The boy struggled up the hillside, climbing barefoot 150 feet above the mining pit in the valley below. Behind him he dragged a bag of ore. Only partly filled, the bag weighed 10, maybe 15 pounds – half the weight of the filled sacks other boys ahead of him carried. Fifty feet above him, the older boys yelled at him to hurry. The bag was too heavy for his thin, small shoulders and his arms ached from dragging it. He dropped his load and began to cry. He was just 4 years old.

The tiny boy I photographed on that hillside was one of dozens of children working at a small-scale mine in the jungle near Panique on the island of Masbate in the Philippines.

I had heard that children worked in the mines, but I never expected to see such small ones. Little girls and boys sat in shallow muddy water, panning for gold specks, while the older, stronger children – many younger than 10 years old – broke rocks with three-pound hammers or chipped away at the walls of the pits with mallets and rebar rods. Entire families were working frantically at this site to get as much ore as they could. They had learned the day before that a nearby industrial mining company, which owned the land, was about to bulldoze their pits to build a road.

It was a crazy scene, but a common one in the Philippines where those who are accustomed to hard work can pull gold from the earth.

The islands of the Philippines are rich in gold, producing more than 31 metric tons in 2011 to rank 18th in world production. More than half of that gold comes from small-scale mines. It is in these mines that you will find the children.

The International Labour Organization, which is working to end child labor, estimates that more than 18,000 women and children work in small-scale mines, though some experts believe the number is much higher. Child labor is against the law in the Philippines, but the law is rarely enforced, especially when mining is seen as a family affair. As the price of gold rises, the impetus for parents to put their children to work increases also.

As ILO representative Jesus Macasil explains, child labor is accepted because the families need the income. "The children are quite important," Macasil says. "They can carry the rock, process the minerals and when there is underground work, they can go into the very small tunnels where an adult would not fit."

Mining is considered one of the most dangerous forms of child labor. Children are at constant risk of injury and death from accidents. Even more pervasive and insidious are the risks of long-term and often devastating health problems. The children suffer lung damage caused by breathing dust and particulates, muscular and skeletal damaged caused by carrying heavy loads, and worst of all, a range of neurological problems caused by exposure to mercury, which is used to separate the gold from the rock.

Panning with mercury pollutes the watershed and can contaminate food supplies; burning gold ore with mercury releases toxic fumes. Children, who are enlisted to purchase mercury and bring it back to the mines, regularly handle mercury.

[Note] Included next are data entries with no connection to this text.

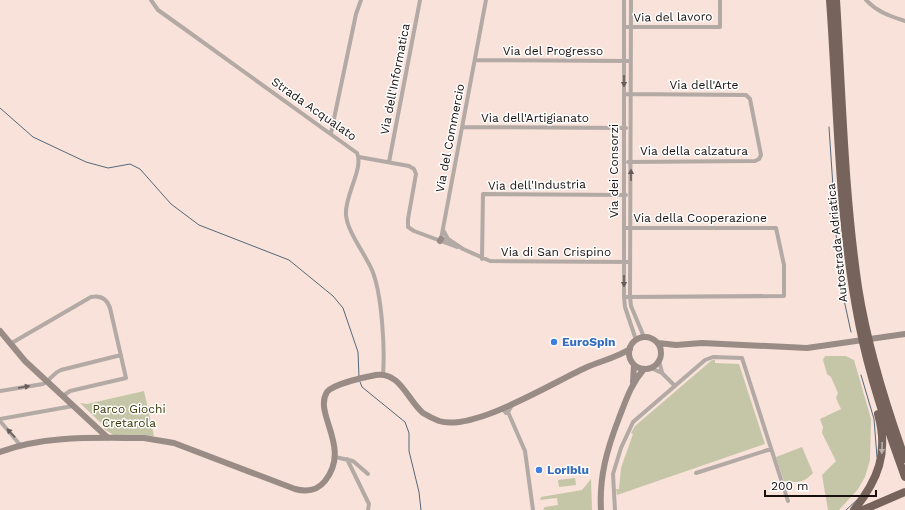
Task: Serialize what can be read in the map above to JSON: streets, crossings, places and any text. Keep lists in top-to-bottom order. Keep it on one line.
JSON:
{"streets":{"highway":["Autostrada Adriatica"],"street":["Via del lavoro","Via del Progresso","Via dell'Informatica","Via dell'Arte","Strada Acqualato","Via dell'Artigianato","Via del Commercio","Via della calzatura","Via dei Consorzi","Via dell'Industria","Via della Cooperazione","Via di San Crispino"]},"crossings":[["Via del lavoro","Via dei Consorzi"],["Via del Progresso","Via del Commercio"],["Via del Progresso","Via dei Consorzi"],["Via dell'Arte","Via della calzatura"],["Via dell'Arte","Via dei Consorzi"],["Via dell'Artigianato","Via del Commercio"],["Via dell'Artigianato","Via dei Consorzi"],["Via della calzatura","Via dei Consorzi"],["Via dei Consorzi","Via dell'Industria"],["Via dei Consorzi","Via della Cooperazione"],["Via dei Consorzi","Via di San Crispino"],["Via dell'Industria","Via di San Crispino"]],"parks":["Parco Giochi Cretarola"],"places":["EuroSpin","Loriblu"],"scale_bar":"200 m"}
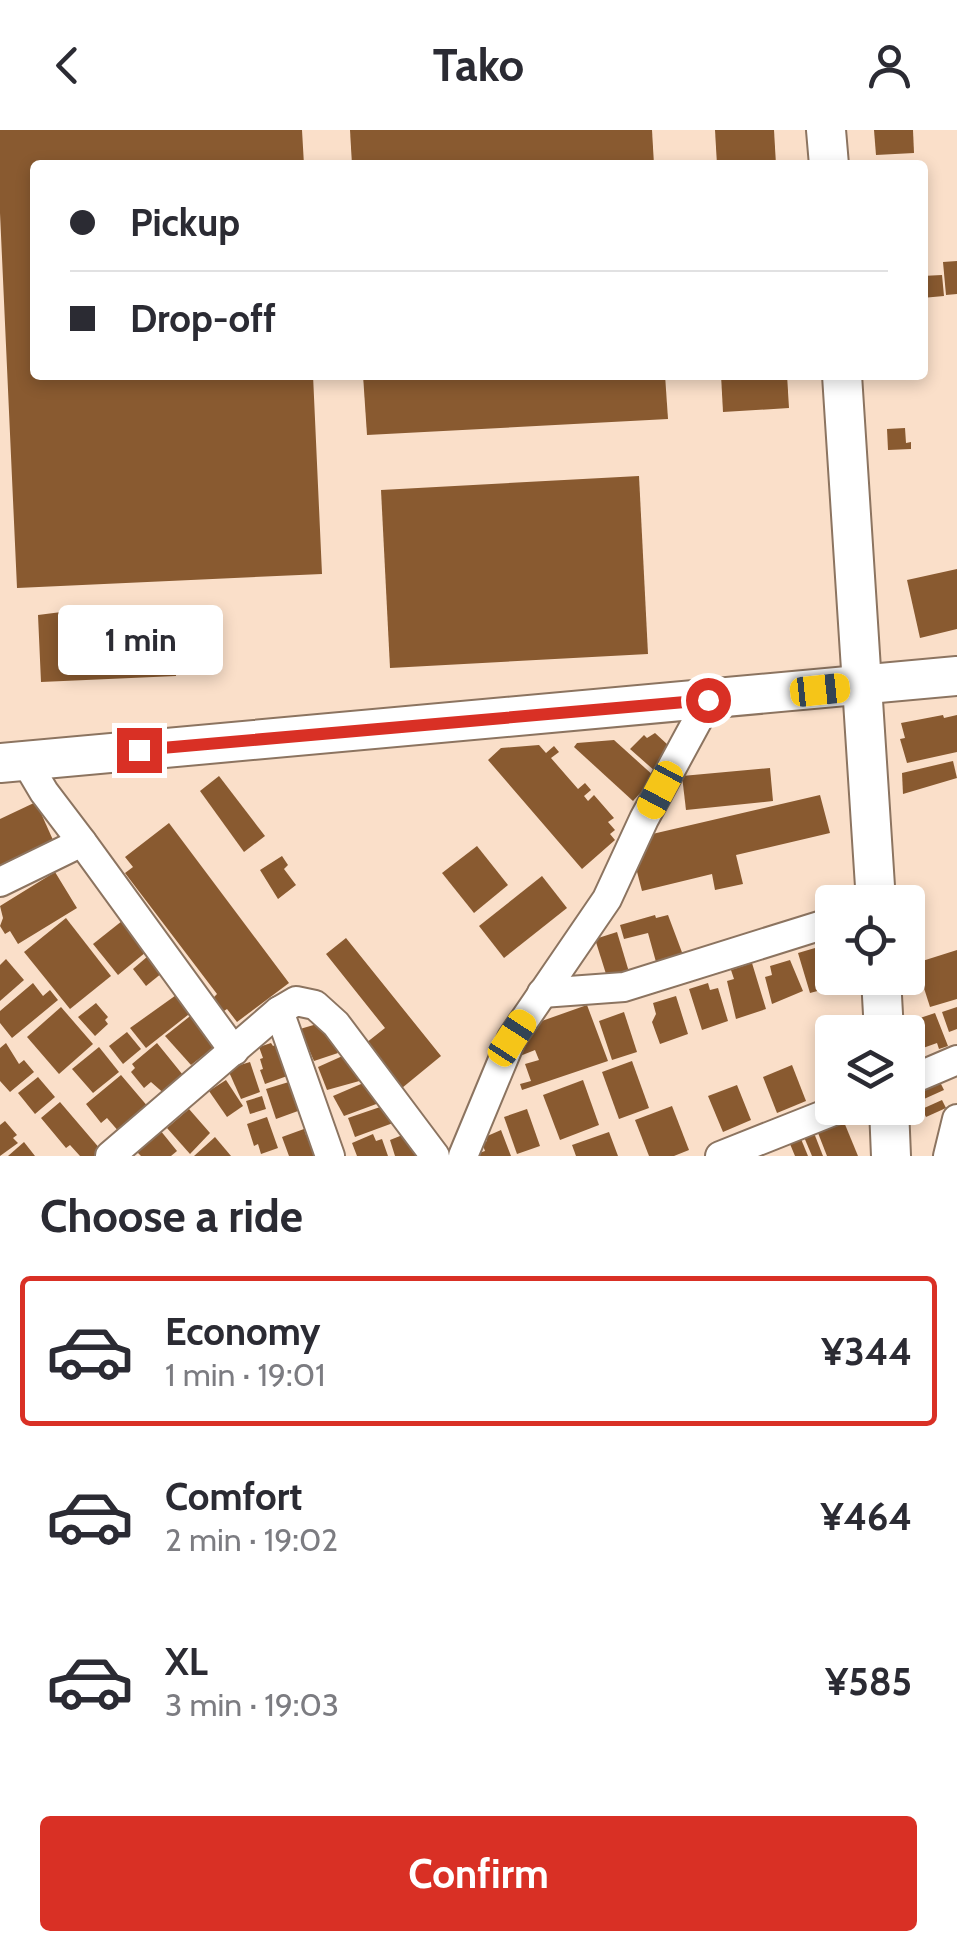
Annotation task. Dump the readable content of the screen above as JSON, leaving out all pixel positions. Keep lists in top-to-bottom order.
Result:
{
  "page": {
    "header": "Tako",
    "banner": ["Pickup", "Drop-off"],
    "bubble": "1 min",
    "heading": "Choose a ride",
    "list": [
      {
        "name": "Economy",
        "note": "1 min · 19:01",
        "value": "¥344"
      },
      {
        "name": "Comfort",
        "note": "2 min · 19:02",
        "value": "¥464"
      },
      {
        "name": "XL",
        "note": "3 min · 19:03",
        "value": "¥585"
      }
    ],
    "buttons": "Confirm"
  }
}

The parents seem unaware of these dangers. Some that I talked with were proud that their very young children could perform such hard labor so well. When I asked one woman if her daughter, a little girl in a dress expertly panning in the stream, was 5 or 6 years old, the mother corrected me, saying, "No, she's 4!"

Dangers Underground

The teenagers who labor in the deep mines often "lie up" about their ages. Officially, minors aren't permitted underground, but at a mine near the village of Syndicate on the island of Masbate, I saw apprentices who appeared to be no more than 15 or 16 years old. When I'd ask about their ages, they'd snicker and say "21," but always someone else would chime in, "He's 16 or he's 18."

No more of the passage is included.